# Stored data entries
Start of Block

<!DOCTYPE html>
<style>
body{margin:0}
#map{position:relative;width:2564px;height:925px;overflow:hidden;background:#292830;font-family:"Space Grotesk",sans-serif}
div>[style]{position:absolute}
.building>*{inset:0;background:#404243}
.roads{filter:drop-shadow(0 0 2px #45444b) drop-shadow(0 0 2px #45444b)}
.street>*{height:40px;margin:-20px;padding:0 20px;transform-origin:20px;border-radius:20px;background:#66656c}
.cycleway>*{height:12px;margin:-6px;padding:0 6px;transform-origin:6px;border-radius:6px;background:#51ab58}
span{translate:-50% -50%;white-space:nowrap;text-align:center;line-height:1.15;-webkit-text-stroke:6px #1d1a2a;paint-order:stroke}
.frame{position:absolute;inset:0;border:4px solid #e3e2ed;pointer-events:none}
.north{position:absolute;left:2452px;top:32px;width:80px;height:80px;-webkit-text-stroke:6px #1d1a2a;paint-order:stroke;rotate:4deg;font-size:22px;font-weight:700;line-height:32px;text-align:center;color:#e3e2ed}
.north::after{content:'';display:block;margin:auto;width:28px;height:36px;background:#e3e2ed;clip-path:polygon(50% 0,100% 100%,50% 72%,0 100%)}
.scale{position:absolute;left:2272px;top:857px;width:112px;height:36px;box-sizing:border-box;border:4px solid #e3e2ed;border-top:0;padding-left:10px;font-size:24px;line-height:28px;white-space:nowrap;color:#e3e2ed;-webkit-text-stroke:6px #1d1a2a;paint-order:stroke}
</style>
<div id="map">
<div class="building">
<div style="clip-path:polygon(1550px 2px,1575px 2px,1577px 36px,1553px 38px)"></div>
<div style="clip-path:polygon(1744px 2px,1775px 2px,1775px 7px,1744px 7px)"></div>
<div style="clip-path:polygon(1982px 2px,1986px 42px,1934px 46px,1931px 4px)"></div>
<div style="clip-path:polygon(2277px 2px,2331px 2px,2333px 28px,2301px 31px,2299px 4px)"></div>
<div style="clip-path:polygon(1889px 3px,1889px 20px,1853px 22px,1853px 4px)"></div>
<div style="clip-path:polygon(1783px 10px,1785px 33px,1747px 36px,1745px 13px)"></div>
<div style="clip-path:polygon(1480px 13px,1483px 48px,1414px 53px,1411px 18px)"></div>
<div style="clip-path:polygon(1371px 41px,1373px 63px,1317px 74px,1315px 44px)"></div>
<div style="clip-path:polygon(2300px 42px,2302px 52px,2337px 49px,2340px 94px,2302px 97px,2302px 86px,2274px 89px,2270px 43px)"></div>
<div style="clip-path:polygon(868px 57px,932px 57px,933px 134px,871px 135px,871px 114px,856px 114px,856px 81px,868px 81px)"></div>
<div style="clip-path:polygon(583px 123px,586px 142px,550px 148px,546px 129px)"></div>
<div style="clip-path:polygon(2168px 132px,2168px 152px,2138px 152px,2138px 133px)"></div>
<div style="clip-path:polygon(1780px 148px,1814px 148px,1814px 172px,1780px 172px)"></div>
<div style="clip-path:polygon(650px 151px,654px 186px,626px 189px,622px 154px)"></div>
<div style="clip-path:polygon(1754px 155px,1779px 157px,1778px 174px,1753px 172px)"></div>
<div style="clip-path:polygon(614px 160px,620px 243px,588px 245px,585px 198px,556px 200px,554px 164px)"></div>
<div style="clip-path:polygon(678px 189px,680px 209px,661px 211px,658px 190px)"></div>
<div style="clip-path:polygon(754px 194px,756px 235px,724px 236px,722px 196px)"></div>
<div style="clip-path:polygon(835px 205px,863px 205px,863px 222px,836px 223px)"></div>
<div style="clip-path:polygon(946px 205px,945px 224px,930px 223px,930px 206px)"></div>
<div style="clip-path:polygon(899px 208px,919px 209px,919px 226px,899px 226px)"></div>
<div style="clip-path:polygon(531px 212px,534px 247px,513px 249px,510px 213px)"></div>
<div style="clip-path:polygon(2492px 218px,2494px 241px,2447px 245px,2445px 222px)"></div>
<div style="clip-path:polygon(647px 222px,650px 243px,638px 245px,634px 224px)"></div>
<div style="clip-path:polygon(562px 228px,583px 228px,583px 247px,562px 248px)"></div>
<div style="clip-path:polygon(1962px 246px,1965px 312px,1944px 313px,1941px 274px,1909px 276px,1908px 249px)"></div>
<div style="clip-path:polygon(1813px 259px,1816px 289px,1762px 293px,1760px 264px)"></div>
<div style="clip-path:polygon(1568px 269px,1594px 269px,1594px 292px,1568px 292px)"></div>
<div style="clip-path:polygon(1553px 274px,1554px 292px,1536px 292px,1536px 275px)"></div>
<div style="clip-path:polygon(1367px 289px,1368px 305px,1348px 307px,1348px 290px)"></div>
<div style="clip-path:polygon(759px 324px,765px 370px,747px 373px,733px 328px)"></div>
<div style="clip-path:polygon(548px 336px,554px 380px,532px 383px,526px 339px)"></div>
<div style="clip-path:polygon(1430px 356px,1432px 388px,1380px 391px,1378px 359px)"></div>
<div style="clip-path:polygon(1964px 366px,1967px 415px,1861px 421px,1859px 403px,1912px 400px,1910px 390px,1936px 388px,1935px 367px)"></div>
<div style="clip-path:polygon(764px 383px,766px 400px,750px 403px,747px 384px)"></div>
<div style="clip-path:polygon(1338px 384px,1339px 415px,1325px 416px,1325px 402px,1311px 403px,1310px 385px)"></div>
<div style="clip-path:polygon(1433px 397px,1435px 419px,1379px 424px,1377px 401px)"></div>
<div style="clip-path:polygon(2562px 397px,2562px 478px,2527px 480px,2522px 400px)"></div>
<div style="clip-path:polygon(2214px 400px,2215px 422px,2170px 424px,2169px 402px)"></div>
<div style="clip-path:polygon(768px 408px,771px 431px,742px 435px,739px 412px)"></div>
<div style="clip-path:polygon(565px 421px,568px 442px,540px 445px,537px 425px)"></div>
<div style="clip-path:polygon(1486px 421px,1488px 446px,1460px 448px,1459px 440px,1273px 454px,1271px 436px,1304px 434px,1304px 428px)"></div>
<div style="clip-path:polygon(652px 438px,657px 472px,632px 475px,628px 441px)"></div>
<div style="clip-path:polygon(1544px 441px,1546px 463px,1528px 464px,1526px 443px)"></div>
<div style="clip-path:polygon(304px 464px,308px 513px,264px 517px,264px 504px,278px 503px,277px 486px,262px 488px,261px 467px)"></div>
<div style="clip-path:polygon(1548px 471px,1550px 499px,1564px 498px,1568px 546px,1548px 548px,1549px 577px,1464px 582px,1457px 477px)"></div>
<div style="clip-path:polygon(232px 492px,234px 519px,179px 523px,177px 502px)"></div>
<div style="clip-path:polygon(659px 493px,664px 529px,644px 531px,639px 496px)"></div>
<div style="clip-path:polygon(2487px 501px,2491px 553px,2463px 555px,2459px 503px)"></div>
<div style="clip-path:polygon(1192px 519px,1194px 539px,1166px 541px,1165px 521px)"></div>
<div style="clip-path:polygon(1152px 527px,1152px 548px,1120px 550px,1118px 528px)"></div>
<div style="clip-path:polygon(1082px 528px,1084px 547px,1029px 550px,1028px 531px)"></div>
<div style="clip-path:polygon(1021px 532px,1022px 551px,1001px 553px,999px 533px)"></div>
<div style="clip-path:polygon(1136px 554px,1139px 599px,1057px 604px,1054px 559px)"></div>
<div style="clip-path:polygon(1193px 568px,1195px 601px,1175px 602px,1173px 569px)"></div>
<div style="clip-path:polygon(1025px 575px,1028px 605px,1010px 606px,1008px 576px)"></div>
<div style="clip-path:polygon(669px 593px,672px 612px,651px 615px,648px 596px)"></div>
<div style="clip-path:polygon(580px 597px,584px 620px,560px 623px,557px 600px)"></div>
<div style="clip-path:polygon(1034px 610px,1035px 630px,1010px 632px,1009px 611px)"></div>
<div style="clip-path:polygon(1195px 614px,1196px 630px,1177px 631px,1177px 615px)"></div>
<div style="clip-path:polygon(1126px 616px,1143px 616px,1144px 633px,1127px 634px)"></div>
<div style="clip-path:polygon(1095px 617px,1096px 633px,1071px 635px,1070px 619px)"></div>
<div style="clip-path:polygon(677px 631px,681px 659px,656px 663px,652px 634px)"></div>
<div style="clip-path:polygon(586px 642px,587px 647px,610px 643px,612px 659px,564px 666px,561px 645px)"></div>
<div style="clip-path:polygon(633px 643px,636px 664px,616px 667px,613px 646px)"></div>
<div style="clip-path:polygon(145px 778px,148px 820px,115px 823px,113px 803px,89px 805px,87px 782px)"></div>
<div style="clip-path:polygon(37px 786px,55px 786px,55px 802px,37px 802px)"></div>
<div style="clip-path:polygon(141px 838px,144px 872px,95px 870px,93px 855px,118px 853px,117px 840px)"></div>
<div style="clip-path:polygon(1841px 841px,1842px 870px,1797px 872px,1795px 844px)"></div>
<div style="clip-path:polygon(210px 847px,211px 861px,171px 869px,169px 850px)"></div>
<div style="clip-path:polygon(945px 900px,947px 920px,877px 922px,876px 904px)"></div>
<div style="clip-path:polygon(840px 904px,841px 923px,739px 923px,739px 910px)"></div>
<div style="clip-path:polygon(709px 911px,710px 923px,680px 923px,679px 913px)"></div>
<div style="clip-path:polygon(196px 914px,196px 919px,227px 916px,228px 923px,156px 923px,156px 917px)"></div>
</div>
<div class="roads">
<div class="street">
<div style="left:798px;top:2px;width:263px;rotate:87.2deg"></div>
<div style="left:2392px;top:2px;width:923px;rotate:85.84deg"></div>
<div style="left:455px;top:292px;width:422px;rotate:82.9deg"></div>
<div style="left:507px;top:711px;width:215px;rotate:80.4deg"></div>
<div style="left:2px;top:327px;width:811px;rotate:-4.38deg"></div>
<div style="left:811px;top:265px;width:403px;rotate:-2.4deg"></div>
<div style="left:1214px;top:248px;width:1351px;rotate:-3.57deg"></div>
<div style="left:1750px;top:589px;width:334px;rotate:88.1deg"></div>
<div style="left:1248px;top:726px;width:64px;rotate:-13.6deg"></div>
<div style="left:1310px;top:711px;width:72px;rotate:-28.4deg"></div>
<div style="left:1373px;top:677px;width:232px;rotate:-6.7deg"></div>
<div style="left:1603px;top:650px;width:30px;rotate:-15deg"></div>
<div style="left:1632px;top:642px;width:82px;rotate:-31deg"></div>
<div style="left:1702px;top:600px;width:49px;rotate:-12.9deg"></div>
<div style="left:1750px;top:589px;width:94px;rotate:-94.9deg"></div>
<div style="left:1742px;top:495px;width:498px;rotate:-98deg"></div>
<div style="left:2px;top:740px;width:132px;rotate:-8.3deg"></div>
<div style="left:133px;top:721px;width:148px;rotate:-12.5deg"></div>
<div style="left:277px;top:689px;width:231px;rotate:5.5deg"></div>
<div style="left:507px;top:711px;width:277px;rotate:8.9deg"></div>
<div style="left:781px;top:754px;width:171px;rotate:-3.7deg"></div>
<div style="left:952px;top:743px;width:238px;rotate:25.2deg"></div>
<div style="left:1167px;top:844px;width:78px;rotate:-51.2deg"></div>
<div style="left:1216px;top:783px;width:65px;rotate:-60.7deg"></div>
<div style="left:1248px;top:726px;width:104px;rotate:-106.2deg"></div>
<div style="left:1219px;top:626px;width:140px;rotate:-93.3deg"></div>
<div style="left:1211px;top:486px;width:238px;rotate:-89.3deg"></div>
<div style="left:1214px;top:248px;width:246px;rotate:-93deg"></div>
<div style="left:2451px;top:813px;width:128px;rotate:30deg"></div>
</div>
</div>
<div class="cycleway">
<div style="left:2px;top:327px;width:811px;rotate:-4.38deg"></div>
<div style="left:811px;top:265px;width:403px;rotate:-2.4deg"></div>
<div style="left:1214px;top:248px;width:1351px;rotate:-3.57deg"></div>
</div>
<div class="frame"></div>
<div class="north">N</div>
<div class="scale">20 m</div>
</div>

End of Block

# Task requirements
Give back the opening line of the records above and every line after it, up to and including the one with "2px #45444b) drop-shadow(0", unchanged.

# Answer
<!DOCTYPE html>
<style>
body{margin:0}
#map{position:relative;width:2564px;height:925px;overflow:hidden;background:#292830;font-family:"Space Grotesk",sans-serif}
div>[style]{position:absolute}
.building>*{inset:0;background:#404243}
.roads{filter:drop-shadow(0 0 2px #45444b) drop-shadow(0 0 2px #45444b)}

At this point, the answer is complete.